Spåtind Grid Tutorial 2010

Introduction

Welcome to the Spåtind Grid Tutorial 2010, part of the Spaatind 2010 Nordic Conference in Particle Physics. The aim of this short course is to give novice grid users a feel for what the grid is about, and also let you send some simple first jobs, while still giving some relevant information and more complex exercises for experienced users.

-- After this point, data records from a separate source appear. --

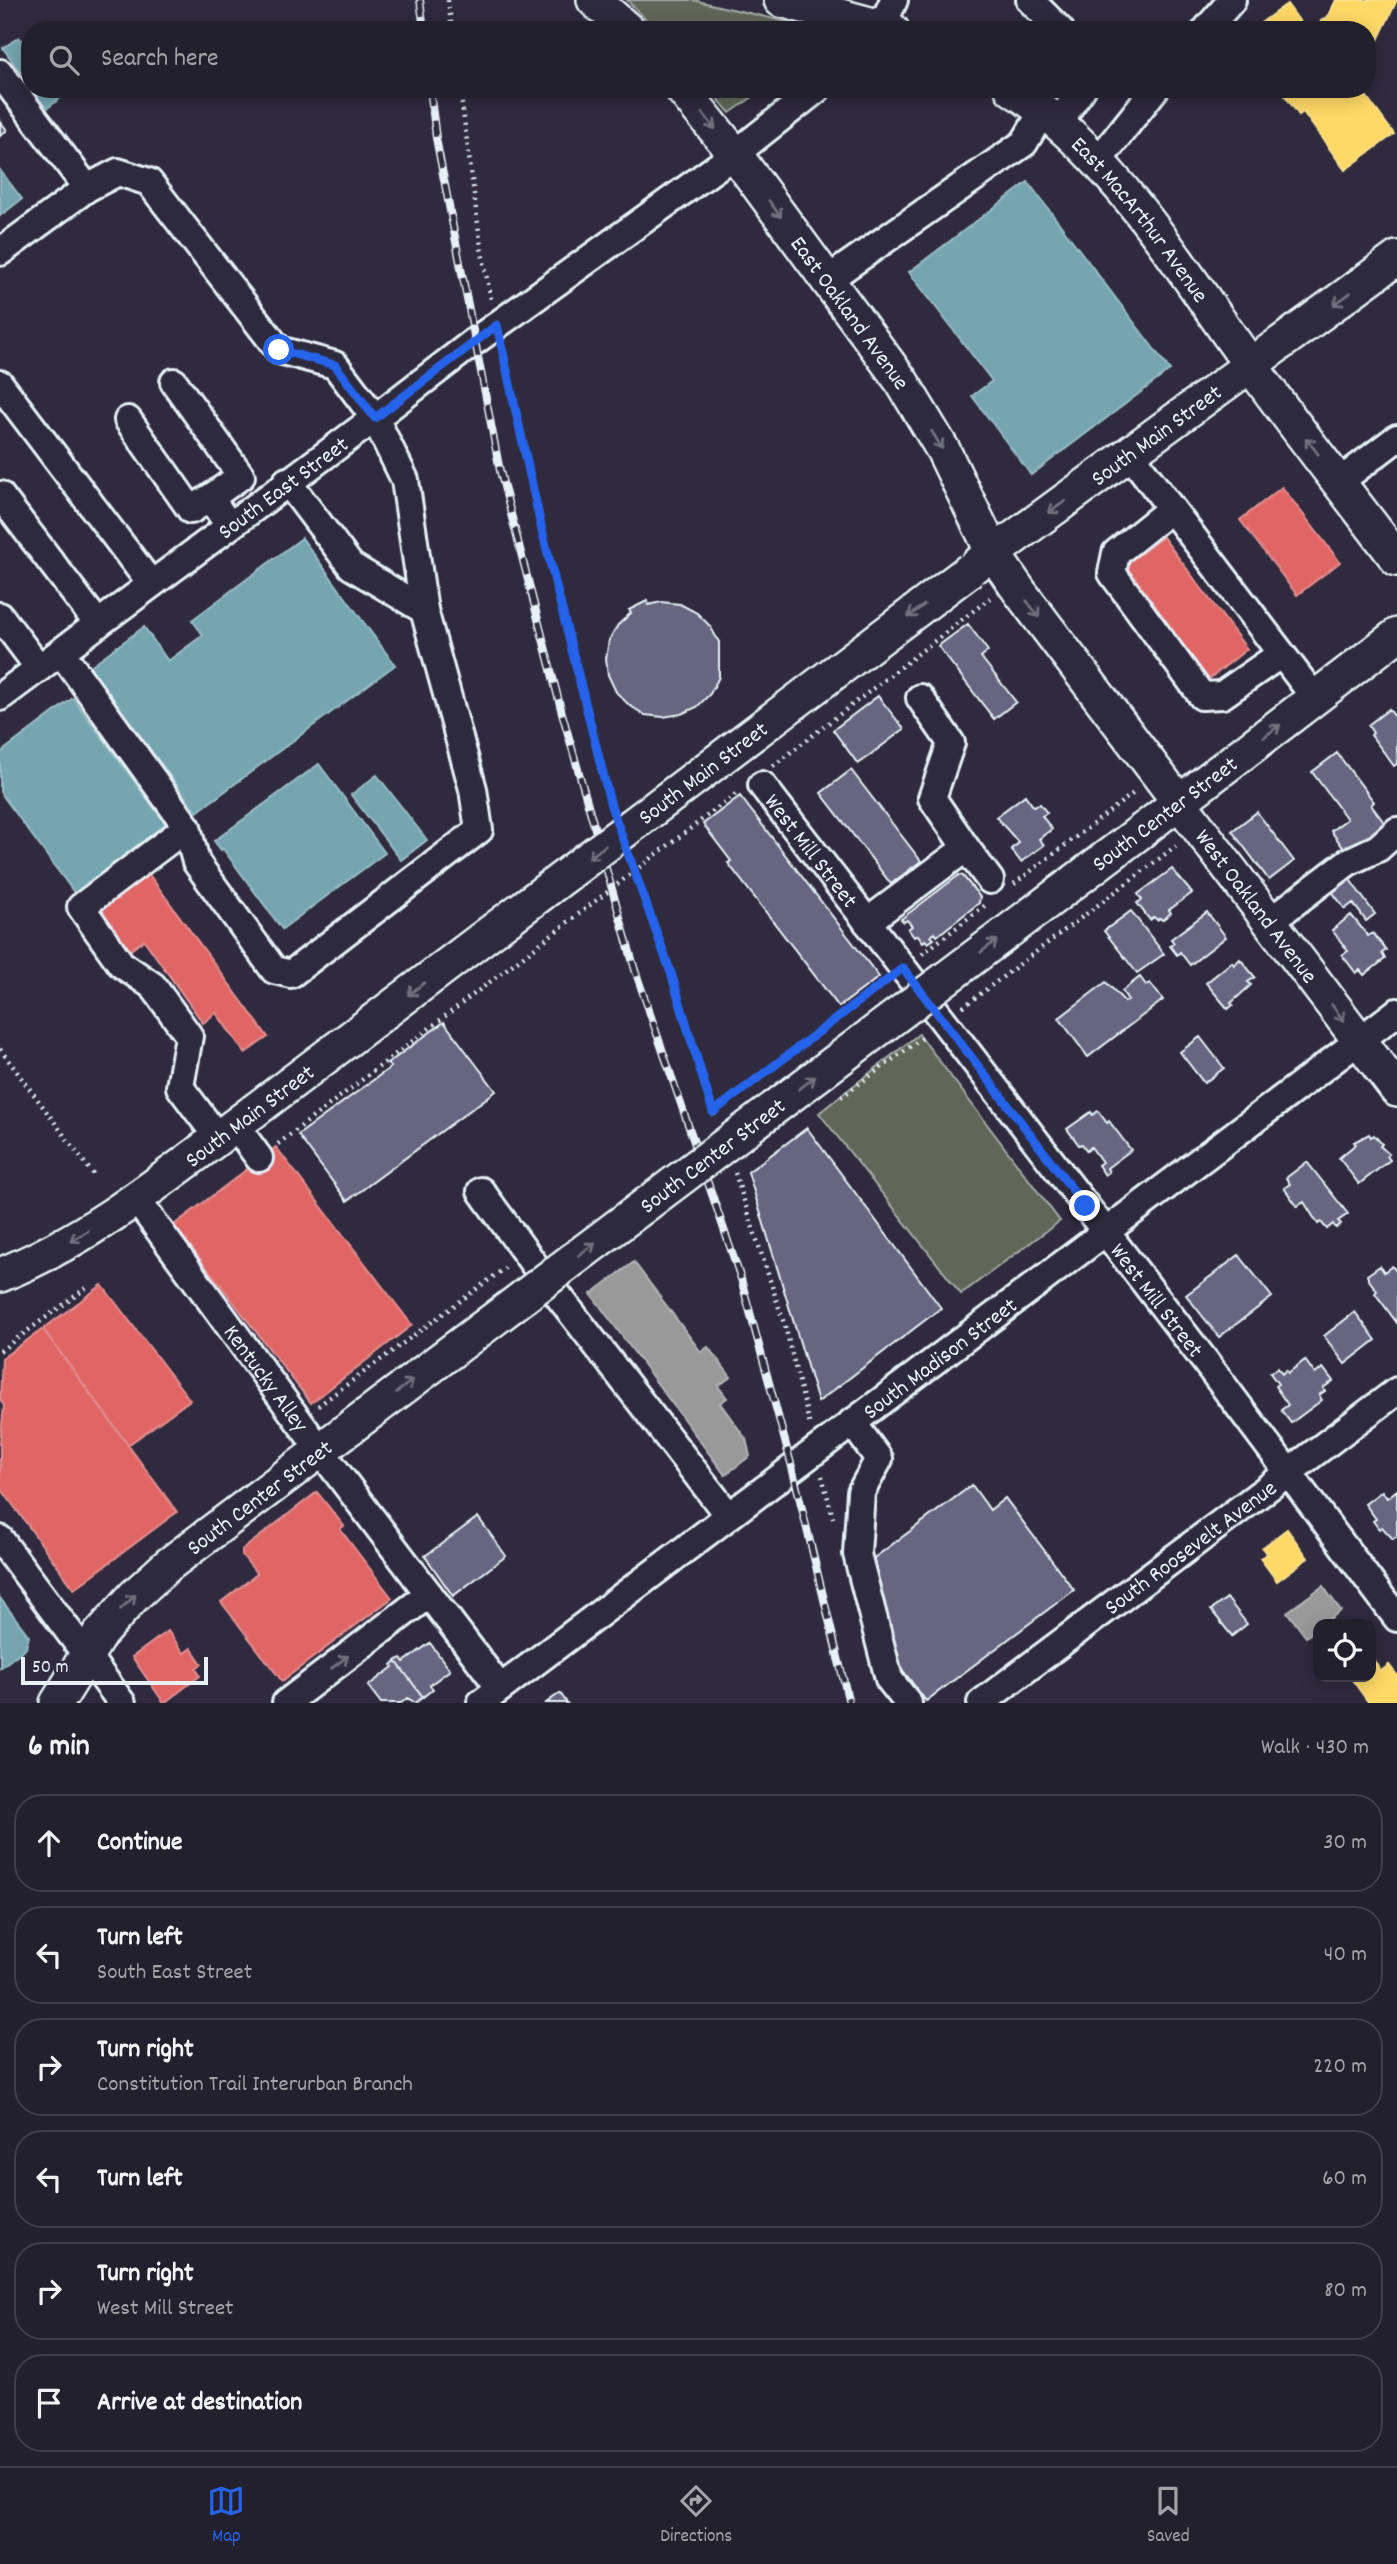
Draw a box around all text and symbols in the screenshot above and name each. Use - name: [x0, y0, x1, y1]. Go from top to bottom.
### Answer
- search box: [21, 21, 1376, 98]
- icon: search: [45, 41, 83, 79]
- text: Search here: [101, 41, 219, 78]
- one-way arrow: [702, 111, 717, 129]
- street label: East MacArthur Avenue: [1062, 130, 1215, 311]
- one-way arrow: [767, 199, 782, 218]
- street label: East Oakland Avenue: [780, 230, 916, 397]
- one-way arrow: [1333, 291, 1352, 306]
- route start: [263, 334, 294, 365]
- street label: South Main Street: [1085, 378, 1230, 496]
- street label: South East Street: [212, 430, 357, 549]
- one-way arrow: [930, 430, 944, 450]
- one-way arrow: [1304, 437, 1319, 456]
- one-way arrow: [1048, 500, 1067, 514]
- one-way arrow: [1025, 599, 1040, 618]
- one-way arrow: [907, 604, 925, 619]
- street label: South Main Street: [633, 715, 776, 835]
- one-way arrow: [1263, 723, 1281, 738]
- street label: South Center Street: [1086, 750, 1246, 882]
- street label: West Mill Street: [754, 788, 864, 916]
- street label: West Oakland Avenue: [1185, 823, 1324, 992]
- one-way arrow: [588, 844, 607, 859]
- one-way arrow: [979, 938, 998, 953]
- one-way arrow: [407, 981, 426, 996]
- one-way arrow: [1331, 1003, 1346, 1022]
- street label: South Main Street: [179, 1058, 323, 1178]
- one-way arrow: [798, 1075, 816, 1090]
- street label: South Center Street: [634, 1092, 794, 1224]
- route end: [1069, 1190, 1100, 1221]
- one-way arrow: [70, 1230, 90, 1244]
- street label: West Mill Street: [1100, 1237, 1210, 1366]
- one-way arrow: [577, 1242, 595, 1257]
- street label: South Madison Street: [857, 1291, 1025, 1429]
- street label: Kentucky Alley: [214, 1319, 315, 1441]
- one-way arrow: [395, 1379, 414, 1394]
- street label: South Center Street: [181, 1433, 341, 1565]
- street label: South Roosevelt Avenue: [1099, 1474, 1285, 1625]
- one-way arrow: [120, 1593, 137, 1610]
- map controls: [1313, 1619, 1376, 1682]
- button: locate: [1313, 1619, 1376, 1682]
- scale bar: [21, 1654, 208, 1686]
- one-way arrow: [330, 1654, 349, 1669]
- text: 50 m: [32, 1655, 69, 1682]
- text: 6 min: [28, 1727, 90, 1770]
- text: Walk · 430 m: [1261, 1732, 1369, 1765]
- icon: ahead: [30, 1824, 68, 1862]
- text: Continue: [97, 1825, 182, 1862]
- text: 30 m: [1323, 1827, 1367, 1860]
- text: Turn left: [97, 1920, 183, 1957]
- icon: left: [30, 1936, 68, 1974]
- text: 40 m: [1324, 1939, 1367, 1972]
- text: South East Street: [97, 1957, 252, 1990]
- text: Turn right: [97, 2032, 194, 2069]
- icon: right: [30, 2048, 68, 2086]
- text: 220 m: [1313, 2051, 1367, 2084]
- text: Constitution Trail Interurban Branch: [97, 2069, 413, 2102]
- icon: left: [30, 2160, 68, 2198]
- text: Turn left: [97, 2161, 183, 2198]
- text: 60 m: [1322, 2163, 1367, 2196]
- text: Turn right: [97, 2256, 194, 2293]
- icon: right: [30, 2272, 68, 2310]
- text: 80 m: [1324, 2275, 1367, 2308]
- text: West Mill Street: [97, 2293, 234, 2326]
- icon: arrive: [30, 2384, 68, 2422]
- text: Arrive at destination: [97, 2385, 302, 2422]
- tab: Map: [207, 2482, 245, 2551]
- tab: Directions: [660, 2482, 732, 2551]
- tab: Saved: [1147, 2482, 1190, 2551]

The tutorial consists of two parts:

  1. A series if introductory lectures. The official programme can be found here.
  2. A set of exercises, which can be found on this page.

Prerequisites

To follow the exercise part of this tutorial, you need:

  • A linux computer with web access (or the possibility to ssh from windows to a linux box somewhere)
  • A grid certificate issued by the NorduGrid CA authority, or from elsewhere if you're already part of the ATLAS VirtualOrganization. (This is to get access to the resources made available for the tutorial. If you do not have a grid certificate a test certificate can be provided. This certificate however is not a member of the ATLAS VO and can therefore not access any ATLAS data)

Programme

The course programme is as follows:

  1. Lectures (1h20')
    1. Introduction (5') - Peter
    2. Overview of grid computing and NorduGrid (15') - Alex
    3. The ARC middleware (15') - Martin
    4. Ganga (15') - Bjørn
    5. Grids in ATLAS (15') - Bjørn
    6. Tutorial overview - Peter
  2. Coffee (15')
  3. Exercises (1h) - P/M/B

Exercises

The exercises given here are meant for users at various levels, though everything except part (4) can be followed by anyone. For part (4), you need a membership in the ATLAS VO. We propose four ways through the material, depending on what level you feel you're at:

  • "I've never really heard about or used the grid": Parts 1,2
  • "I know about the grid, but haven't really gotten into it": Parts 1,2,3
  • "I'm an ATLAS physicist and have a grid account, but don't regularily use the grid": Parts 3,4
  • "I'm an experienced ATLAS physicist and casual grid user": Part 4, then try to run your own analysis on the grid

If your level is above this, you're welcome to help us teach other to use the grid wink

1) Getting a certificate, making a voms proxy

Getting a certificate

In order to use the grid you need a certificate provided by a Certificate Authority. The general instructions for request a grid certificate can be found at the NorduGrid Certificate Authority.

However, since getting a certificate normaly takes a couple of days we have provided some temporary certificates.

To get a temporary certificate

  • Download and unpack the certificate tar-ball
  • Follow the instructions given in the spaatind-certificates/README.

Logging in into the grid

First, log in into the grid by creating a proxy which will be used to identifying yourself when using the grid. The proxy will be time limited, the default value is 24 hours.

Create your proxy with

grid-proxy-init

followed by your grid password. If you are using one of the test certificates the password is given in the certificate/README file in the tarball.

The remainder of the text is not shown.